WHAT IS NEEDED ->
Please copy exactly every line from the one that contains "1389px,535px 1421px,506px 1426px,501px" to the end of the data below, with both ends included and no other lines.

══════════

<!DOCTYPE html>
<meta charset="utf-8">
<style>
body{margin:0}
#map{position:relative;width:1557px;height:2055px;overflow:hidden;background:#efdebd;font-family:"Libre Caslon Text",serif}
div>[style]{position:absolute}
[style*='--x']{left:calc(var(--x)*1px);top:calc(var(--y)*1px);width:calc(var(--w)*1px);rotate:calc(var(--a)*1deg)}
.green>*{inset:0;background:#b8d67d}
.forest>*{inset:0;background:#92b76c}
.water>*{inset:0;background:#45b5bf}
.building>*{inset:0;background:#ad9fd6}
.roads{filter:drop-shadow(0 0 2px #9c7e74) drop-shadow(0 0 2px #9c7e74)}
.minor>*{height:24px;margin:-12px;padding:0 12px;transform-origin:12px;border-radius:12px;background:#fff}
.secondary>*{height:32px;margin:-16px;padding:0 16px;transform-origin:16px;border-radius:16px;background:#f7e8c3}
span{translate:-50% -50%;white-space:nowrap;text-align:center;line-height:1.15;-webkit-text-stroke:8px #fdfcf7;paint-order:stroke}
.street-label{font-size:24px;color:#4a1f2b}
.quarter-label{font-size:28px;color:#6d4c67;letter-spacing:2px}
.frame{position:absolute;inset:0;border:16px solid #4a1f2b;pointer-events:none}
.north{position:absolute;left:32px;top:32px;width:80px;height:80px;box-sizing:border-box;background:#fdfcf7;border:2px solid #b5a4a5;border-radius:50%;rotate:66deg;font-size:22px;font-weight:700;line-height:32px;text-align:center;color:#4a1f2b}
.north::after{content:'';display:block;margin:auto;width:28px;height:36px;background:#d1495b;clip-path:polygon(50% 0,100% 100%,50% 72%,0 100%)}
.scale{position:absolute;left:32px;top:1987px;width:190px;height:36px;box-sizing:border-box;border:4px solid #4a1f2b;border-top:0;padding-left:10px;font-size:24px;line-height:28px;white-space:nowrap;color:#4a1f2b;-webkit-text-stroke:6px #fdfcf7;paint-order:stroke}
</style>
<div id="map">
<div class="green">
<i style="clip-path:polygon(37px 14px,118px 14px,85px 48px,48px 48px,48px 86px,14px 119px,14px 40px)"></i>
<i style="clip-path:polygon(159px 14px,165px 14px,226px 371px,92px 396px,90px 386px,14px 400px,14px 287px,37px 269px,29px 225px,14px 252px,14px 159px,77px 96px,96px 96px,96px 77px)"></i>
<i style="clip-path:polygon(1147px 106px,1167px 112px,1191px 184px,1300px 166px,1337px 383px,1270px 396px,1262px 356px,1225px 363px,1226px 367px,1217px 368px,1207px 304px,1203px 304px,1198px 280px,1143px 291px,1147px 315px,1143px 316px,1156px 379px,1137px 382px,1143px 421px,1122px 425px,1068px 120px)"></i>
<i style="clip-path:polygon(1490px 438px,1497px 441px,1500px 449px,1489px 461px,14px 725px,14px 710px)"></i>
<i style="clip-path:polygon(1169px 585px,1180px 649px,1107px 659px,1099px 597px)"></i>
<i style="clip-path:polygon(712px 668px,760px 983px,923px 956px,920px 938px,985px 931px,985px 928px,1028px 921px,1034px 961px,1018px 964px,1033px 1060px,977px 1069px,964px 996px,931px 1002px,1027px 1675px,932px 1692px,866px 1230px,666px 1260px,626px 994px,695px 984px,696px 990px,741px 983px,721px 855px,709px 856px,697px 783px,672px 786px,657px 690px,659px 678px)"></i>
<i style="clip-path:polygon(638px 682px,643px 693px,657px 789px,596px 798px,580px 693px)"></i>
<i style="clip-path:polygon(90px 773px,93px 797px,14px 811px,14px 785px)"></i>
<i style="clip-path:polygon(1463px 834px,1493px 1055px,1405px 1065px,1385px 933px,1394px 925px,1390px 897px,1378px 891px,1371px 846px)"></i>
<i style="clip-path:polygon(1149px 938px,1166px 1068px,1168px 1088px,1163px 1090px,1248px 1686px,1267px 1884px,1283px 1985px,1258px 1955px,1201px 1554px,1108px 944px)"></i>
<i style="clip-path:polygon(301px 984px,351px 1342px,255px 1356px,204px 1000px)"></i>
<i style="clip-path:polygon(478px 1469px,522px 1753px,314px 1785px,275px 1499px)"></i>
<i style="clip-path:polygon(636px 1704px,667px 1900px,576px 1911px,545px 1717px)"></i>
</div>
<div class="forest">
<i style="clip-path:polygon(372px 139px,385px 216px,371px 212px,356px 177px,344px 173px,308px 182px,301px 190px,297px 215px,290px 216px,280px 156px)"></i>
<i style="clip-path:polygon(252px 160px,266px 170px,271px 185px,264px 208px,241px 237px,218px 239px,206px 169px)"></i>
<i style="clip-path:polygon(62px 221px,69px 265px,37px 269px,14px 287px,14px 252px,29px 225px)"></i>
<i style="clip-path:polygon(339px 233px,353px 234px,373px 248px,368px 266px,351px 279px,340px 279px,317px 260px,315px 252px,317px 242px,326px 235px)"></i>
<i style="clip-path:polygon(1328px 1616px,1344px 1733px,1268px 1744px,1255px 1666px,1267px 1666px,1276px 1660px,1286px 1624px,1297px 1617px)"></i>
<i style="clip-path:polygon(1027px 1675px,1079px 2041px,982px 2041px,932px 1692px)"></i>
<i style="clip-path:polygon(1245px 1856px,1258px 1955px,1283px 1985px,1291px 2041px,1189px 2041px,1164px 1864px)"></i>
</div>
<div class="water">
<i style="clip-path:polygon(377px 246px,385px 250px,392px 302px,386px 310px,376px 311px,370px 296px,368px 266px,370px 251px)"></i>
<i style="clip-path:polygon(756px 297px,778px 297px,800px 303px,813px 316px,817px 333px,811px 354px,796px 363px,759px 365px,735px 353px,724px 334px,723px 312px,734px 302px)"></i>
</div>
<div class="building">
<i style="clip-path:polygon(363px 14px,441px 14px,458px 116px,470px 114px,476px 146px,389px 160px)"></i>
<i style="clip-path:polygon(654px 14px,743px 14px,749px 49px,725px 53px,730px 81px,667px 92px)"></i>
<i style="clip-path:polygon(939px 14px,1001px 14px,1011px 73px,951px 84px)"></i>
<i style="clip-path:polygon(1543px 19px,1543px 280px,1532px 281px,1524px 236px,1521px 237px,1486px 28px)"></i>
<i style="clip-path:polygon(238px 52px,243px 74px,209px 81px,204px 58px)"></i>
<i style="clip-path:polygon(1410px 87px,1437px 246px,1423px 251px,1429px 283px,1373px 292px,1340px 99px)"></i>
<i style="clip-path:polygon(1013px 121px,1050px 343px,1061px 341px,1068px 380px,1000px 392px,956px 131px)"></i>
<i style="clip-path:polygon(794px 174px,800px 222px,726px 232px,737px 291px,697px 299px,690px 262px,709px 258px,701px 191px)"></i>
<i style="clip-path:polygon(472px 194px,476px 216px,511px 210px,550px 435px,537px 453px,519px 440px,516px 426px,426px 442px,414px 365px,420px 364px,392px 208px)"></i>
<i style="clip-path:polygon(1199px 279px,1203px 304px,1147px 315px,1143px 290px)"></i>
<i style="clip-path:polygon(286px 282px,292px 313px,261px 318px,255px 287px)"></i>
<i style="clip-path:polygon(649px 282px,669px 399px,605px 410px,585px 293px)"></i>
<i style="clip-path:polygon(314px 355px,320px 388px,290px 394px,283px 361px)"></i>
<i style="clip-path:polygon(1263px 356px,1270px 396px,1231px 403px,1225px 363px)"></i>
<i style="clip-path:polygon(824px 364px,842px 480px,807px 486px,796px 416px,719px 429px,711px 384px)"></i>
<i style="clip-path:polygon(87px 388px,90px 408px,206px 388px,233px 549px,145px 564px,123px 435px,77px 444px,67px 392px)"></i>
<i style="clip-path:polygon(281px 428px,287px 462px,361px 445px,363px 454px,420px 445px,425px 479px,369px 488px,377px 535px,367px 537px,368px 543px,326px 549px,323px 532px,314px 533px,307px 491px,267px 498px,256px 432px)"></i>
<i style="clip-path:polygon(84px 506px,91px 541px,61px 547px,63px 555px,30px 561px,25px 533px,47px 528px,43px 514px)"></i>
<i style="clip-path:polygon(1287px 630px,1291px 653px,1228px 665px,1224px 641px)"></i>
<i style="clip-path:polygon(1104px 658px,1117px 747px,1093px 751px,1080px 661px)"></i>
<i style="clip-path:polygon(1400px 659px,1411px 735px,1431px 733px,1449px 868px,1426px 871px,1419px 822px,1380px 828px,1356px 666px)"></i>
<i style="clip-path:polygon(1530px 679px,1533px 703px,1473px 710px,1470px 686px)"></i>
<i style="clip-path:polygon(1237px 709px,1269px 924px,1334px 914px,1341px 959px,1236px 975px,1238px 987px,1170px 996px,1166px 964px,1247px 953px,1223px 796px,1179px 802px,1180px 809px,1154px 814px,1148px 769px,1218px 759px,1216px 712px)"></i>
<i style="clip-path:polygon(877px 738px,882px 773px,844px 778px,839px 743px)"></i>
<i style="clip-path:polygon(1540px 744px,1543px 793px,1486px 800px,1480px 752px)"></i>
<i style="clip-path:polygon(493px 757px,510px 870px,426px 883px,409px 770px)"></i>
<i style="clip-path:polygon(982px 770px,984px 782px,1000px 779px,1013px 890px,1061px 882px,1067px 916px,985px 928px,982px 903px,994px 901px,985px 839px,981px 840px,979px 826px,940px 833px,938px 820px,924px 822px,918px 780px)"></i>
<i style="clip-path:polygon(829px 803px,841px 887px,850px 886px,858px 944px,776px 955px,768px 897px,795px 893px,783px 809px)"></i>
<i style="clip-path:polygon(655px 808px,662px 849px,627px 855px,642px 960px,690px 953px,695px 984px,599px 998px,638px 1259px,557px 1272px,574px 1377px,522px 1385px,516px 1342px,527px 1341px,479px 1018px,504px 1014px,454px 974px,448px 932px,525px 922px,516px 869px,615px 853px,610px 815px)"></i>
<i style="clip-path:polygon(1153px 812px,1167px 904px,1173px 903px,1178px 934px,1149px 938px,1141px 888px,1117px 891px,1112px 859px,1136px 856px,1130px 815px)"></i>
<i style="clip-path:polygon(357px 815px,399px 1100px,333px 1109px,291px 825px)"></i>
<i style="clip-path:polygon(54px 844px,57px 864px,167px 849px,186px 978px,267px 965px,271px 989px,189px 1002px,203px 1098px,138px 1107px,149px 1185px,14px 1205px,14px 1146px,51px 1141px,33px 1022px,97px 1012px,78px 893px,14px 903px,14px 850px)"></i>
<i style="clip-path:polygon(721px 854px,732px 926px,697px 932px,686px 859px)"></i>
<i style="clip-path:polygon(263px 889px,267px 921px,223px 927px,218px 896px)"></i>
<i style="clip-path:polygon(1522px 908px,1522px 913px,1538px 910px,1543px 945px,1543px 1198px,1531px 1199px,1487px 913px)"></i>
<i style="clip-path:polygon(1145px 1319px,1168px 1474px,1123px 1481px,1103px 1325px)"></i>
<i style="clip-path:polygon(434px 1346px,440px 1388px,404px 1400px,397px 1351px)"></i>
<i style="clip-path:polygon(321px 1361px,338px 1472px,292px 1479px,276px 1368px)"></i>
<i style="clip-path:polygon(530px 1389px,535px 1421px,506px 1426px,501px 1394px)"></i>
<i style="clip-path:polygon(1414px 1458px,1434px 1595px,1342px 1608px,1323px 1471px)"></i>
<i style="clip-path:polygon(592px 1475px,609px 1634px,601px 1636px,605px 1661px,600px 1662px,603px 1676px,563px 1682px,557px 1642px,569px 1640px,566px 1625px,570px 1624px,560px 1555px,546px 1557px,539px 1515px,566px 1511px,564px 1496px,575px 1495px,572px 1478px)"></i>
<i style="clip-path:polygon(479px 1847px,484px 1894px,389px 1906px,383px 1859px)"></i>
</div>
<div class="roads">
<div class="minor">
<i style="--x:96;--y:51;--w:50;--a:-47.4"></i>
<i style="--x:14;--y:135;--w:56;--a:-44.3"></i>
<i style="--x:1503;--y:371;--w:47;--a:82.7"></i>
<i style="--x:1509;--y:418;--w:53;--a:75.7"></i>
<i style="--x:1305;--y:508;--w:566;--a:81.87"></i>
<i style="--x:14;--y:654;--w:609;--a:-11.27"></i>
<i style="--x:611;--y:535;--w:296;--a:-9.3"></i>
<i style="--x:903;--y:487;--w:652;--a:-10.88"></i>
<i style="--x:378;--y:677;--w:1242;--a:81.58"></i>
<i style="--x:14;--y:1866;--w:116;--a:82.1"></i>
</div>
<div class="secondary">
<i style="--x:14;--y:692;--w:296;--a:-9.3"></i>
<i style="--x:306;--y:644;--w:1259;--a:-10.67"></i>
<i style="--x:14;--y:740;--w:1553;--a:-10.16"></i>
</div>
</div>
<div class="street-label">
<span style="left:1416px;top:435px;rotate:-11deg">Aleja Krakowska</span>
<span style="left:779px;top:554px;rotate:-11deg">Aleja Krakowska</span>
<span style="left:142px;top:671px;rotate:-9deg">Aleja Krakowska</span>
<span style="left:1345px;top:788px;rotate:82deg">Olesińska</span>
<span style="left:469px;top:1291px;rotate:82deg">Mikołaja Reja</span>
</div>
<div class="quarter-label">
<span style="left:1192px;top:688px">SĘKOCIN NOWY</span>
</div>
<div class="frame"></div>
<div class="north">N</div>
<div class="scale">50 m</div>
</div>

══════════

OUTPUT FOR THIS EXERCISE ->
<i style="clip-path:polygon(530px 1389px,535px 1421px,506px 1426px,501px 1394px)"></i>
<i style="clip-path:polygon(1414px 1458px,1434px 1595px,1342px 1608px,1323px 1471px)"></i>
<i style="clip-path:polygon(592px 1475px,609px 1634px,601px 1636px,605px 1661px,600px 1662px,603px 1676px,563px 1682px,557px 1642px,569px 1640px,566px 1625px,570px 1624px,560px 1555px,546px 1557px,539px 1515px,566px 1511px,564px 1496px,575px 1495px,572px 1478px)"></i>
<i style="clip-path:polygon(479px 1847px,484px 1894px,389px 1906px,383px 1859px)"></i>
</div>
<div class="roads">
<div class="minor">
<i style="--x:96;--y:51;--w:50;--a:-47.4"></i>
<i style="--x:14;--y:135;--w:56;--a:-44.3"></i>
<i style="--x:1503;--y:371;--w:47;--a:82.7"></i>
<i style="--x:1509;--y:418;--w:53;--a:75.7"></i>
<i style="--x:1305;--y:508;--w:566;--a:81.87"></i>
<i style="--x:14;--y:654;--w:609;--a:-11.27"></i>
<i style="--x:611;--y:535;--w:296;--a:-9.3"></i>
<i style="--x:903;--y:487;--w:652;--a:-10.88"></i>
<i style="--x:378;--y:677;--w:1242;--a:81.58"></i>
<i style="--x:14;--y:1866;--w:116;--a:82.1"></i>
</div>
<div class="secondary">
<i style="--x:14;--y:692;--w:296;--a:-9.3"></i>
<i style="--x:306;--y:644;--w:1259;--a:-10.67"></i>
<i style="--x:14;--y:740;--w:1553;--a:-10.16"></i>
</div>
</div>
<div class="street-label">
<span style="left:1416px;top:435px;rotate:-11deg">Aleja Krakowska</span>
<span style="left:779px;top:554px;rotate:-11deg">Aleja Krakowska</span>
<span style="left:142px;top:671px;rotate:-9deg">Aleja Krakowska</span>
<span style="left:1345px;top:788px;rotate:82deg">Olesińska</span>
<span style="left:469px;top:1291px;rotate:82deg">Mikołaja Reja</span>
</div>
<div class="quarter-label">
<span style="left:1192px;top:688px">SĘKOCIN NOWY</span>
</div>
<div class="frame"></div>
<div class="north">N</div>
<div class="scale">50 m</div>
</div>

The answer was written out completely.